For the on-line LC-MS/MS analyses, a Waters Alliance 2695 liquid chromatography apparatus was used. The HPLC device was coupled to the QToF Premier mass spectrometer (Waters) and consisted of a vacuum degaser, a quaternary pump and an autosampler. Sample volumes of 20 μL were injected. Chromatographic separation was performed on a non polar column (Symmetry C18, 4.6 × 150 mm, 5 μm, Waters) at 27°C. The mobile phase (1 mL/min) was a nonlinear gradient program from methanol (eluent A) and water (eluent B). The gradient program was: 10% of eluent A at start, 0–6 min 10 to 60% A, 6–13 min 60 to 95% A and 13–15 min back to 10% of eluent A. The mobile phase flow (1 ml/min) was splitted prior injection in the ESI source (200 μL/min).
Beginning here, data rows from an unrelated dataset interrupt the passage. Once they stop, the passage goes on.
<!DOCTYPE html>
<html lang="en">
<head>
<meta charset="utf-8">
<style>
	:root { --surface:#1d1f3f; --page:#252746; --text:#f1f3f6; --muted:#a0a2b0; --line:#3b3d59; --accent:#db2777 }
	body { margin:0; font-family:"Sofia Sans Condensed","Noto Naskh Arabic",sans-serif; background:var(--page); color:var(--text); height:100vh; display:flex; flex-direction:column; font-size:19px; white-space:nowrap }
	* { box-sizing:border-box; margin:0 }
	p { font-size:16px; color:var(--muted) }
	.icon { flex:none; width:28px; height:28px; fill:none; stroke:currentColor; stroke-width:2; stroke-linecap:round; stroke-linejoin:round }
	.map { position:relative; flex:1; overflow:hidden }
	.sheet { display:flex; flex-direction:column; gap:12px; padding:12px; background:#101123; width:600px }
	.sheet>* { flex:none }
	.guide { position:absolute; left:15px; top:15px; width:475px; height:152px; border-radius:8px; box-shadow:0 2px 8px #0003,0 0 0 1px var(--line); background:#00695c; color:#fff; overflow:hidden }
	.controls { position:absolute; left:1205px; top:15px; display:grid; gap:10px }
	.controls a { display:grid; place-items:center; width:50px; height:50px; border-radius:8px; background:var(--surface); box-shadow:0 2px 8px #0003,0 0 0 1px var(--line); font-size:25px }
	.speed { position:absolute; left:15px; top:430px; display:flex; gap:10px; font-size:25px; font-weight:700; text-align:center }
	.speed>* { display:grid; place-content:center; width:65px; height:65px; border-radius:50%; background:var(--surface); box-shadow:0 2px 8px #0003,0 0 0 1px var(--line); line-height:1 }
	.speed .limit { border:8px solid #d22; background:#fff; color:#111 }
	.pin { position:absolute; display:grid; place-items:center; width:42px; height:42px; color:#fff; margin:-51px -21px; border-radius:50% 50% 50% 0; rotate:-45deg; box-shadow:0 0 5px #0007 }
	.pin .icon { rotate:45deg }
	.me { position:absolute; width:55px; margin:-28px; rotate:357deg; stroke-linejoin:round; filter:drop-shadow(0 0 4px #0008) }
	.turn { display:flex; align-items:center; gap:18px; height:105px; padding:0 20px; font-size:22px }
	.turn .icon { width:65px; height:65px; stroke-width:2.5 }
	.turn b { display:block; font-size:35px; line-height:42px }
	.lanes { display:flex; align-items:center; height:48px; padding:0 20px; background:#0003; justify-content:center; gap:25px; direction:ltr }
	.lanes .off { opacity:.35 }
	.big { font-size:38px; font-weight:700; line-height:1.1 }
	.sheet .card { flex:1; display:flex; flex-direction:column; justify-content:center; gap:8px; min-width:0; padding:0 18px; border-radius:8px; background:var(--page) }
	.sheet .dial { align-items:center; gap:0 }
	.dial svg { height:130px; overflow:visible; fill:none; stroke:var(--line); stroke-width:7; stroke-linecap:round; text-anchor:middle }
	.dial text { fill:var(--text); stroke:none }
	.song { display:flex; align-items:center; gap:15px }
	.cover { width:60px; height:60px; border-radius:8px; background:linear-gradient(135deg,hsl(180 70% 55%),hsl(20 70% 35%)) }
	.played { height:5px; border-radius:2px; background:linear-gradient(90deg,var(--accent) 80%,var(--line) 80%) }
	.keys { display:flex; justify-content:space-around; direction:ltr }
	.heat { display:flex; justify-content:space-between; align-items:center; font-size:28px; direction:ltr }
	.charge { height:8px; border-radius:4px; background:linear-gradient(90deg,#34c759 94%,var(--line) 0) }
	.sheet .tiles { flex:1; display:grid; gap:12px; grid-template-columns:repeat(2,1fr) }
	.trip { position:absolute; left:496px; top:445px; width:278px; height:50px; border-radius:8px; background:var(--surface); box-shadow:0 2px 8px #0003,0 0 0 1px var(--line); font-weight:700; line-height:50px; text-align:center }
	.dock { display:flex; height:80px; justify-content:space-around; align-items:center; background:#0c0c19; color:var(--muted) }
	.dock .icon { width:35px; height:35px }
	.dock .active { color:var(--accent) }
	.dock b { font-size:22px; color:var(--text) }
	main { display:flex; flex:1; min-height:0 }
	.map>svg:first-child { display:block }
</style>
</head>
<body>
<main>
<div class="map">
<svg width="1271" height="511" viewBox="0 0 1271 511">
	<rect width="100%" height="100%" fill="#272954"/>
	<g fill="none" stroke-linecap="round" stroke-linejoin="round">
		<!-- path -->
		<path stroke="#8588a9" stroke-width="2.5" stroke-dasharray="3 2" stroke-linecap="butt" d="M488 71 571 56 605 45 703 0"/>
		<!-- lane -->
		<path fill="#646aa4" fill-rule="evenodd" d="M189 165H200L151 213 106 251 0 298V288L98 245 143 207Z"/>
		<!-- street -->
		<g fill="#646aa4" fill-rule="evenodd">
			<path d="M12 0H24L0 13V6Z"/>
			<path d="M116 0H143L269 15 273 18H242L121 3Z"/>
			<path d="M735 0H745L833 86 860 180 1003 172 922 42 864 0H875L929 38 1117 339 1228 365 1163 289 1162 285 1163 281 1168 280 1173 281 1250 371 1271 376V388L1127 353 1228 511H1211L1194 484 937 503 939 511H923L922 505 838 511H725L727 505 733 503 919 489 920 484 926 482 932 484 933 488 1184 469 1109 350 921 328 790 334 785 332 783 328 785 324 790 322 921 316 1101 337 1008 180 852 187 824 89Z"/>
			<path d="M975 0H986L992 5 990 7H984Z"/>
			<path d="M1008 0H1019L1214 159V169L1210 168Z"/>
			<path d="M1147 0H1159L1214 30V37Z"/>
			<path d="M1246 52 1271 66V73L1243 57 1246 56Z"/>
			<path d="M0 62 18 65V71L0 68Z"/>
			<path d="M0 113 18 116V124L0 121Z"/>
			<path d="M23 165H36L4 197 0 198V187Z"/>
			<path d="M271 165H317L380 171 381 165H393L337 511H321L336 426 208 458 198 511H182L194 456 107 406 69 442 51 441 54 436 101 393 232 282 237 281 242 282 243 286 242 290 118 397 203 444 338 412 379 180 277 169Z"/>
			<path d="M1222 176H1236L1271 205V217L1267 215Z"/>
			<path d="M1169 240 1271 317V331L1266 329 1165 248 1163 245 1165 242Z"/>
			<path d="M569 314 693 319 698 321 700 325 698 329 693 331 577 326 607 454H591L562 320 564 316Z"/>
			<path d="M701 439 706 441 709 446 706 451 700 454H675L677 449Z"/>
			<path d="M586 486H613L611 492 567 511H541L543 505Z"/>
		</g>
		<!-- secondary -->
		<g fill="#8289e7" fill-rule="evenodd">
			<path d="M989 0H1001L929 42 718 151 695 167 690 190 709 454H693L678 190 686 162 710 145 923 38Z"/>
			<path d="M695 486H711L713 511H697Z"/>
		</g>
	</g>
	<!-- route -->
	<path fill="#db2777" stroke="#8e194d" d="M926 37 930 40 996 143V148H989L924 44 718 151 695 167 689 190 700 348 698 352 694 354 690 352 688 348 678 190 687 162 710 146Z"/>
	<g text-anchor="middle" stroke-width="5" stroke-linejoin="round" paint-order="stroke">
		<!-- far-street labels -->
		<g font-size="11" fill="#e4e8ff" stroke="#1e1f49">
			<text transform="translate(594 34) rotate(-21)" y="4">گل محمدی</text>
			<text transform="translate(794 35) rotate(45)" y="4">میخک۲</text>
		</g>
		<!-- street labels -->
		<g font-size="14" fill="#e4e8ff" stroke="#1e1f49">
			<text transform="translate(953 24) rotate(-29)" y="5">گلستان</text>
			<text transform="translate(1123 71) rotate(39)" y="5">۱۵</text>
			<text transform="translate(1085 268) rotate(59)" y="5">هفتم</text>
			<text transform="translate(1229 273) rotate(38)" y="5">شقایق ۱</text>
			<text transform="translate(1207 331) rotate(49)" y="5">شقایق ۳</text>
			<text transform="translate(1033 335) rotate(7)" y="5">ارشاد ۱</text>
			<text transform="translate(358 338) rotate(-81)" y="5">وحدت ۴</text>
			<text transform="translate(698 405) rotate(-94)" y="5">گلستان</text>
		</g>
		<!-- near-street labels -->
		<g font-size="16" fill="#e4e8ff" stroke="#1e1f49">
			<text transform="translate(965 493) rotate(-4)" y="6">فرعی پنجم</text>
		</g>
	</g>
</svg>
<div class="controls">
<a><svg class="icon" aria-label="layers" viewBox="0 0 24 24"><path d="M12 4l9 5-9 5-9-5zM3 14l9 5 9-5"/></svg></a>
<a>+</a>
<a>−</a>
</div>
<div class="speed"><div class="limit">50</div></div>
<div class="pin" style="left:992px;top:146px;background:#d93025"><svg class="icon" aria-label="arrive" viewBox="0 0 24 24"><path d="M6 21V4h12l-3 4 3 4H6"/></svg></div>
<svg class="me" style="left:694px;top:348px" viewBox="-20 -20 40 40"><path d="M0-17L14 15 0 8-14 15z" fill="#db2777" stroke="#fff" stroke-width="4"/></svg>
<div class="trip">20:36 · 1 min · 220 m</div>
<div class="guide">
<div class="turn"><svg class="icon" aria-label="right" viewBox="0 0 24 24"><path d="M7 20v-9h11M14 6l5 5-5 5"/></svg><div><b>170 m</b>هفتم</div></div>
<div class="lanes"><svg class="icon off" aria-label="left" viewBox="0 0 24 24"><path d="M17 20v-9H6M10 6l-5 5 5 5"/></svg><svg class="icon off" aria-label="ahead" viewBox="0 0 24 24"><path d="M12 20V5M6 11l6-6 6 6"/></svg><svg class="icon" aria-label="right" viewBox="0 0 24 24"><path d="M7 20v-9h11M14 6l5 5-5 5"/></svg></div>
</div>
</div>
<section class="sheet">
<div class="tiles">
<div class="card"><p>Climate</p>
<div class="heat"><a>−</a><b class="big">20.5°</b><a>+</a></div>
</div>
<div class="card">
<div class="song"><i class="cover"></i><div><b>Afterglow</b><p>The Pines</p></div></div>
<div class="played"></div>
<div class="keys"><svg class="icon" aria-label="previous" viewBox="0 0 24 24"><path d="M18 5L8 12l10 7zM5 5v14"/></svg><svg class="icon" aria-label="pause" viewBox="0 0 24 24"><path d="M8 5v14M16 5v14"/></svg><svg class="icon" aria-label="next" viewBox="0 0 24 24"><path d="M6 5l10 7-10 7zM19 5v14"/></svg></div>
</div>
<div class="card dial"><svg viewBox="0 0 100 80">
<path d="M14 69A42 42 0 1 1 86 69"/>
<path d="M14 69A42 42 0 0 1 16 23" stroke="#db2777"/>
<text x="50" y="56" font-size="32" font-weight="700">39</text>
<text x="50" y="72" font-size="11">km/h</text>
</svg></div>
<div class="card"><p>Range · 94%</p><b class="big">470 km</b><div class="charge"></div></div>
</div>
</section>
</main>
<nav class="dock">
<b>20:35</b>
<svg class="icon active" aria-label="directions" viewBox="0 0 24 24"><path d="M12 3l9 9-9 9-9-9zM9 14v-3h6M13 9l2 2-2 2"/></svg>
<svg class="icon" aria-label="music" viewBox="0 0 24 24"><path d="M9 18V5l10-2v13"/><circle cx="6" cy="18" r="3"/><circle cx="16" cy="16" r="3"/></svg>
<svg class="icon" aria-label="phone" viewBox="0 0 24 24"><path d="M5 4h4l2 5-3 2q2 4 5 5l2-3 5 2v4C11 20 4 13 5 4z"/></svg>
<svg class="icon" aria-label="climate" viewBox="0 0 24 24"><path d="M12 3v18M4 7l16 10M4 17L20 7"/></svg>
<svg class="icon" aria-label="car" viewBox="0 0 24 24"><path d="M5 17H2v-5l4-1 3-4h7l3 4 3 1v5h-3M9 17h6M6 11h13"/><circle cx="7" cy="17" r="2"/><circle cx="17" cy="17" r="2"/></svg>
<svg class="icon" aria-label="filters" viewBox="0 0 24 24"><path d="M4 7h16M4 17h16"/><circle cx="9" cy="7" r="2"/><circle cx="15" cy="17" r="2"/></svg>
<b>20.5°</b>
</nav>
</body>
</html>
4.4. Semi-quantitative study

Two complementary techniques, the measurement of the hemolytic activity and the estimation of the carbohydrate content with the orcinol reaction, were used to estimate the variability of the saponin content between species and between body compartments in a same species.

Hemolytic activity

The method was adapted from Kalinin et al. [44] and from Mackie et al. [45]. Citrated blood from cows was used in this experiment. Erythrocytes were pelleted by centrifugation at 1000 g for 15 min, and were washed and centrifuged three times in cold PBS buffer (140 mM NaCl, 2.7 mM KCl, 1.5 mM KH2PO4, 8.1 mM Na2HPO4·2H2O, pH 7.4) until the supernatant was clear and colorless. Two mL of packed cells were then diluted to 100 mL with the same buffer. Twenty microliters of each saponin extract was added to 1980 μL of the erythrocyte suspension in a microtube. The suspensions were mixed by inversion, incubated for 1 h at room temperature, and finally centrifuged. The extinction of the clear red supernatant was then measured at 540 nm using a Labsystems multiscan MS spectrophotometer. A 10 mg/mL solution of plant saponins (saponins from Quillaja bark; S 4521, Sigma-Aldrich, St. Louis, MO) in PBS was serially diluted to make a standard curve.

Orcinol reaction

This method was adapted from Kabat and Mayer [46]. Saponin extracts, a 1.6% aqueous orcinol solution and a 60% sulfuric acid solution were mixed in a 1:1:7.5 (v/v) proportion. The resulting solution was incubated in a water bath at 80°C for exactly 15 min, then cooled in tap water to stop the reaction, and its absorbance was measured at 540 nm. A 10 mg/mL solution of D-xylose (Merck, Darmstadt, Germany) in water was serially diluted to make a standard curve.